Propagating solitary waves along a rapidly moving crack front

A rapidly moving crack in a brittle material is often idealized(1) as a one-dimensional object with a singular tip, moving through a two-dimensional material. However, in real three-dimensional materials, tensile cracks form a planar surface whose edge is a rapidly moving one-dimensional singular front. The dynamics of these fronts under repetitive interaction(2-4) with material inhomogeneities (asperities) and the morphology(5-11) of the fracture surface that they create are not yet understood. Here we show that perturbations(12) to a crack front in a brittle material result in long-lived and highly localized waves, which we call 'front waves'. These waves exhibit a unique characteristic shape and propagate along the crack front at approximately(13-15) the Rayleigh wave speed (the speed of sound along a free surface).
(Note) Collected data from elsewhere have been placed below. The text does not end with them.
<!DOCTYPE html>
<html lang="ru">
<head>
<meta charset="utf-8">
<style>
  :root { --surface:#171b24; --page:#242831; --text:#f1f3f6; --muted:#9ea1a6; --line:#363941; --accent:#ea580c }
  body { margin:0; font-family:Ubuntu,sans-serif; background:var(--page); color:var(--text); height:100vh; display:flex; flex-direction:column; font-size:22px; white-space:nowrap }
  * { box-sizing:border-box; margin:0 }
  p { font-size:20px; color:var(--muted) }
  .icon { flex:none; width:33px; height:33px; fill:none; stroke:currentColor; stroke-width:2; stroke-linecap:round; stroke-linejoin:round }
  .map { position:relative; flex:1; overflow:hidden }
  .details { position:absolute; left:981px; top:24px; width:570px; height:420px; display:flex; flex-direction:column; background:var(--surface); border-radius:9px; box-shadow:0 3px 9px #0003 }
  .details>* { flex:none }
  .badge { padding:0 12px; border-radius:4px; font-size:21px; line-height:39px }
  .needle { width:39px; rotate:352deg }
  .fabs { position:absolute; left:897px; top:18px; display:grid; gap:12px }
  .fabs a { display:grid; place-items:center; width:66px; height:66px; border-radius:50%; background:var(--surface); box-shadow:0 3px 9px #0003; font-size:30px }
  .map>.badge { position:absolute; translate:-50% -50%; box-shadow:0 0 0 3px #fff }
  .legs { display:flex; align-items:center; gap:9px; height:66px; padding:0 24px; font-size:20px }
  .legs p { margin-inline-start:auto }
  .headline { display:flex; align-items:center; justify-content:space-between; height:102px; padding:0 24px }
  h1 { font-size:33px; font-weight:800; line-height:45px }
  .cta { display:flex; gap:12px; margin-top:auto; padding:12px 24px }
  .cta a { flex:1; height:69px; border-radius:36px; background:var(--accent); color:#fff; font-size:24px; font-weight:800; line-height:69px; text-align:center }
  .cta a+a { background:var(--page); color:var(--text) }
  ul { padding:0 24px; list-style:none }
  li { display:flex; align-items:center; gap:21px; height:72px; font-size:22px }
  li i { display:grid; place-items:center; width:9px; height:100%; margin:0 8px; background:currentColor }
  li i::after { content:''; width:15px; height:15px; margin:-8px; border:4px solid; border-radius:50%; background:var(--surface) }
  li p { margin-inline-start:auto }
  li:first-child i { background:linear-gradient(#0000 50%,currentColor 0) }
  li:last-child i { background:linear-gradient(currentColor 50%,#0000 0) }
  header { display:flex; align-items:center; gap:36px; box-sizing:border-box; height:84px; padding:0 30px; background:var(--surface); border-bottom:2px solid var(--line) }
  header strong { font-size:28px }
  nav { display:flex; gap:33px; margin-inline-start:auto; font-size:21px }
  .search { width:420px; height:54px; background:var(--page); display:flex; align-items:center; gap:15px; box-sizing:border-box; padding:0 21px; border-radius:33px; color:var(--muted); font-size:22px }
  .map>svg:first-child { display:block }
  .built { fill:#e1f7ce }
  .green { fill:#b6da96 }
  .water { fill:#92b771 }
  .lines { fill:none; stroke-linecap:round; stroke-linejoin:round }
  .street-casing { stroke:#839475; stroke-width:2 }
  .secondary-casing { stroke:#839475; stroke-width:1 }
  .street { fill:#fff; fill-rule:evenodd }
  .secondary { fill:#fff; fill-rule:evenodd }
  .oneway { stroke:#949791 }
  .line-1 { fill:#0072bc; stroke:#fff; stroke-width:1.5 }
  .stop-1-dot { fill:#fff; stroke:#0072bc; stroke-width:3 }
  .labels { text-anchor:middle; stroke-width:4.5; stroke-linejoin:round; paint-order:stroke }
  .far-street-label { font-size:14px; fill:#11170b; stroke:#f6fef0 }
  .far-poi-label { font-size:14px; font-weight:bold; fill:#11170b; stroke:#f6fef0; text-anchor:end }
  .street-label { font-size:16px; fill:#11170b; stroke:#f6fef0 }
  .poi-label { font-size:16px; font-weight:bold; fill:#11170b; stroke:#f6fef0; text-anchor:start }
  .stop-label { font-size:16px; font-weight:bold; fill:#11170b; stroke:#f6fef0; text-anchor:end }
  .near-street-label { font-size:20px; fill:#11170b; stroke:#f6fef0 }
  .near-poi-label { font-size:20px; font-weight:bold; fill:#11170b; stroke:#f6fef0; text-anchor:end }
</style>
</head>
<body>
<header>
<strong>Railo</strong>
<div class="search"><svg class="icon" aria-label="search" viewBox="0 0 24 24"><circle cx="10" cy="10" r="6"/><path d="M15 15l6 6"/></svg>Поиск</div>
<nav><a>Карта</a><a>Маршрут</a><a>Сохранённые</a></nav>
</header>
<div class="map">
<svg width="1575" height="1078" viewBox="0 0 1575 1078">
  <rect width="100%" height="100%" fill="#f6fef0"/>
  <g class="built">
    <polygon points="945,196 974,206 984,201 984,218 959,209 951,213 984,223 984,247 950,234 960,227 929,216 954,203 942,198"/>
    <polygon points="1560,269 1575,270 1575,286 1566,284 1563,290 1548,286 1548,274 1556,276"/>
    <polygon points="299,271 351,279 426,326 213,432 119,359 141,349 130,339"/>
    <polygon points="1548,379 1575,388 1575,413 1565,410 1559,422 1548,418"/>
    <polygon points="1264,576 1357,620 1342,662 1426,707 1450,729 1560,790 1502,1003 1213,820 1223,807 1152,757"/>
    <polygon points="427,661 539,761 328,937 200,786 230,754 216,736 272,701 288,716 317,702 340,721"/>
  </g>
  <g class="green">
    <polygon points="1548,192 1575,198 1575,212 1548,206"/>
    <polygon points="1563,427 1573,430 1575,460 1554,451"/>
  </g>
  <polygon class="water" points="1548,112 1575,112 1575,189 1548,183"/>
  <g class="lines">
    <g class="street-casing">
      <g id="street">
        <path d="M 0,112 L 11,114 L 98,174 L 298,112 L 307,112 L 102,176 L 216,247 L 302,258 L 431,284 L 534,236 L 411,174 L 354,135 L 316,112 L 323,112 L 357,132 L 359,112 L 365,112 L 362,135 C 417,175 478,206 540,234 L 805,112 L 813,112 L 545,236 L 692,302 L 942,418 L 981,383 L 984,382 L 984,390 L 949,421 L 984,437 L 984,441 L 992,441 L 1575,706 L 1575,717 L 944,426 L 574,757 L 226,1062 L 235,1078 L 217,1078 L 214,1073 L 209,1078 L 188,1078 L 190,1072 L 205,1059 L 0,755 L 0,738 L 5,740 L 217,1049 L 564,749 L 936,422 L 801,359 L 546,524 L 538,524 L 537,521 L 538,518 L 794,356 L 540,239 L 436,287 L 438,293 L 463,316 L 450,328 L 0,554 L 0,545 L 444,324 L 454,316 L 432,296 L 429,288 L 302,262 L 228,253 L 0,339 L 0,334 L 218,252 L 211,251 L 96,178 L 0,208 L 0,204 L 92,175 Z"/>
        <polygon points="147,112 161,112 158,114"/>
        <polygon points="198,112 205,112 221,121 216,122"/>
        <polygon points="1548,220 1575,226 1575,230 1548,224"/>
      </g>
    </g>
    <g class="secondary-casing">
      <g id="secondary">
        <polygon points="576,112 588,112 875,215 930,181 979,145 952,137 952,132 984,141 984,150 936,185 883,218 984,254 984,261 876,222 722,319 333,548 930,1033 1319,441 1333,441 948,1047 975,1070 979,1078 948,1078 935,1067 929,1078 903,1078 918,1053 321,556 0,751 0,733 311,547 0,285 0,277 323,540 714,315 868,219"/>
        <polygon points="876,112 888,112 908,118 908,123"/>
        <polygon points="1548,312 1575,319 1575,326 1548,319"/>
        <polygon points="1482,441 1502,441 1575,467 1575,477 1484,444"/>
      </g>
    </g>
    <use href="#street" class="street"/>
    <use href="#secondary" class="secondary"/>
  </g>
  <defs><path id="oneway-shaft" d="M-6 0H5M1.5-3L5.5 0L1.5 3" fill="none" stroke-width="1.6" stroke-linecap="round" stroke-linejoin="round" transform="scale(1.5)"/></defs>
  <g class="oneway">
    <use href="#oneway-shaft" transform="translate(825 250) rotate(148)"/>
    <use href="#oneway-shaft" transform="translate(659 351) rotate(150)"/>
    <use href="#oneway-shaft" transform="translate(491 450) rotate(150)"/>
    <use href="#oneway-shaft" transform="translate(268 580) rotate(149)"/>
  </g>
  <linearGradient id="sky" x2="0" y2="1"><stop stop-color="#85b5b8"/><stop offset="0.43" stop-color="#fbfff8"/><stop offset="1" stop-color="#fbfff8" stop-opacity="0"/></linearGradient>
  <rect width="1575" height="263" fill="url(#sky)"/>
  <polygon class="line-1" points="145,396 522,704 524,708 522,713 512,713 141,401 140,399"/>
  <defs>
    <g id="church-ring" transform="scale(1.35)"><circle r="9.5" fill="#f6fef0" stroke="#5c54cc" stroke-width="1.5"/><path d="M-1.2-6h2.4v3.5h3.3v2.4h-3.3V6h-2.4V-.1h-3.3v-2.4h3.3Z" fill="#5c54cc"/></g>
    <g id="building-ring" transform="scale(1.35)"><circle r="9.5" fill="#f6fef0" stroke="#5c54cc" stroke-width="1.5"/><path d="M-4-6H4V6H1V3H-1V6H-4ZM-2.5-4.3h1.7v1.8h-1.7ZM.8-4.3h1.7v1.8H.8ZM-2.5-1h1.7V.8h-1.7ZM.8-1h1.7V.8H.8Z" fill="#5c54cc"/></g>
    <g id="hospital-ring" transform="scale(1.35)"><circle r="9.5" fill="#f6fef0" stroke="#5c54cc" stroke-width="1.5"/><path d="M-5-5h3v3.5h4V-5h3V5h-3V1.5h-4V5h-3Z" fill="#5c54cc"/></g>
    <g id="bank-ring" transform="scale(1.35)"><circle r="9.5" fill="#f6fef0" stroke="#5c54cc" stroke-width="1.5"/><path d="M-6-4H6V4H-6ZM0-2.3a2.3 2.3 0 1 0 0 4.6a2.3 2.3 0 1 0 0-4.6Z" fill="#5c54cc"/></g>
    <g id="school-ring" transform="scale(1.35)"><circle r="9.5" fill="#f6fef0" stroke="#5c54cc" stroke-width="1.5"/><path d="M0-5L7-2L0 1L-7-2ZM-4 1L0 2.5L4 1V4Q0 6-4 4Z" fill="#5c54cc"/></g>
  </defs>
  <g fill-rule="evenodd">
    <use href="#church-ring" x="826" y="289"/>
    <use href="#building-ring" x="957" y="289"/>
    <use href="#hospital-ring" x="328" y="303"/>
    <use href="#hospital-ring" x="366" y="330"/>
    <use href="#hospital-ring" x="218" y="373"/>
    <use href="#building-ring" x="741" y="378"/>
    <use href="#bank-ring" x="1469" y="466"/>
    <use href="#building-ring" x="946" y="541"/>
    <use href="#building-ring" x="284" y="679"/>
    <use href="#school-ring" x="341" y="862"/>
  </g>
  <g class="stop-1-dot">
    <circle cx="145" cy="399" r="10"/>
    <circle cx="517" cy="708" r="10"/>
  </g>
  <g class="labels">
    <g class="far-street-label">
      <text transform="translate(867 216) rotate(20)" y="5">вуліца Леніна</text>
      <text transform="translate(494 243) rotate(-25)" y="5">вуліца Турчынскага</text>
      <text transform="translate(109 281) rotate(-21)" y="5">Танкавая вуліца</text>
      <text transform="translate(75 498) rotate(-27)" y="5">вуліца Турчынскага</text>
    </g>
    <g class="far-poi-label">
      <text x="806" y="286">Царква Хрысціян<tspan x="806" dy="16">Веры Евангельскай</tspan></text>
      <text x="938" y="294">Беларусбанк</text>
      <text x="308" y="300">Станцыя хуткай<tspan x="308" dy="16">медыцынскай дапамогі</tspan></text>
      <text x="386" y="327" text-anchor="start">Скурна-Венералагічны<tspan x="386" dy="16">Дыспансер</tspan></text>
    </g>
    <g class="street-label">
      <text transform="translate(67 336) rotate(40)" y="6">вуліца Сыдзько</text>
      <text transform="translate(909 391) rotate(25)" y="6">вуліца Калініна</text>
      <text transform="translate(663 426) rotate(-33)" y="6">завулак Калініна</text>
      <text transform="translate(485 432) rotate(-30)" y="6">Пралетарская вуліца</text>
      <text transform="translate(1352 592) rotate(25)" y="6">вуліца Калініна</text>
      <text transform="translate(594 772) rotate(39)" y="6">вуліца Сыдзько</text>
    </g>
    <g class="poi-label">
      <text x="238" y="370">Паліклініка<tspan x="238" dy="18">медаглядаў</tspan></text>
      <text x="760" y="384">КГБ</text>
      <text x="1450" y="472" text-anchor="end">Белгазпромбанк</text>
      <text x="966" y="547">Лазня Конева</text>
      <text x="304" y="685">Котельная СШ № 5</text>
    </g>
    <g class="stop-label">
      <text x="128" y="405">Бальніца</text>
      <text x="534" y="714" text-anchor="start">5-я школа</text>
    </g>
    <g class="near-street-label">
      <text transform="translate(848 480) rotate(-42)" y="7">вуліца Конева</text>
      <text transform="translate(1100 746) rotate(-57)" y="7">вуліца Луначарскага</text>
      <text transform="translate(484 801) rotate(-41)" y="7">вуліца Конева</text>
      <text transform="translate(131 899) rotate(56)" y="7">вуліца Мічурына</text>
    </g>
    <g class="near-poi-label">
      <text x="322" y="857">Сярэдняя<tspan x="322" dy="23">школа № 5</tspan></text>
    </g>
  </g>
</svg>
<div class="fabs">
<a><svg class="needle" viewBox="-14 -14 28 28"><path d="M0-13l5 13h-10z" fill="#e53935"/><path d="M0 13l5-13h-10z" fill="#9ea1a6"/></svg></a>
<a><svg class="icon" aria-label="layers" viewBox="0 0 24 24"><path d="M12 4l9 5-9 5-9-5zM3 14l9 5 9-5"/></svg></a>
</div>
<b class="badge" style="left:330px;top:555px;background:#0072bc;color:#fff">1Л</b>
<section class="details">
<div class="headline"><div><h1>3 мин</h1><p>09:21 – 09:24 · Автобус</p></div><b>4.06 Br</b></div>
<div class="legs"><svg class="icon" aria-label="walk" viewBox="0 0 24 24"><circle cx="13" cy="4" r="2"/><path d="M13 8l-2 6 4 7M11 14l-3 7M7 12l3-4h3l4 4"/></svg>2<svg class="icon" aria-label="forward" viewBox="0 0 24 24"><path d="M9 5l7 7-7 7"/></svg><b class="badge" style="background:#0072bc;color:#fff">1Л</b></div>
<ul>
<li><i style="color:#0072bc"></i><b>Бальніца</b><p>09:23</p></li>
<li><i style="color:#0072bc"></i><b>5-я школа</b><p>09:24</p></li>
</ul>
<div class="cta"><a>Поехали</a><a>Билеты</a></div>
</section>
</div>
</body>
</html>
Following interaction, counter-propagating front waves retain both their shape and amplitude. They create characteristic traces along the fracture surface, providing cracks with both inertia and a new mode of dissipation. Front waves are intrinsically three-dimensional, and cannot exist in conventional two-dimensional theories of fracture(1). Because front waves can transport and distribute asperity-induced energy fluctuations throughout the crack front, they may help to explain how cracks remain a single coherent entity, despite repeated interactions with randomly dispersed asperities.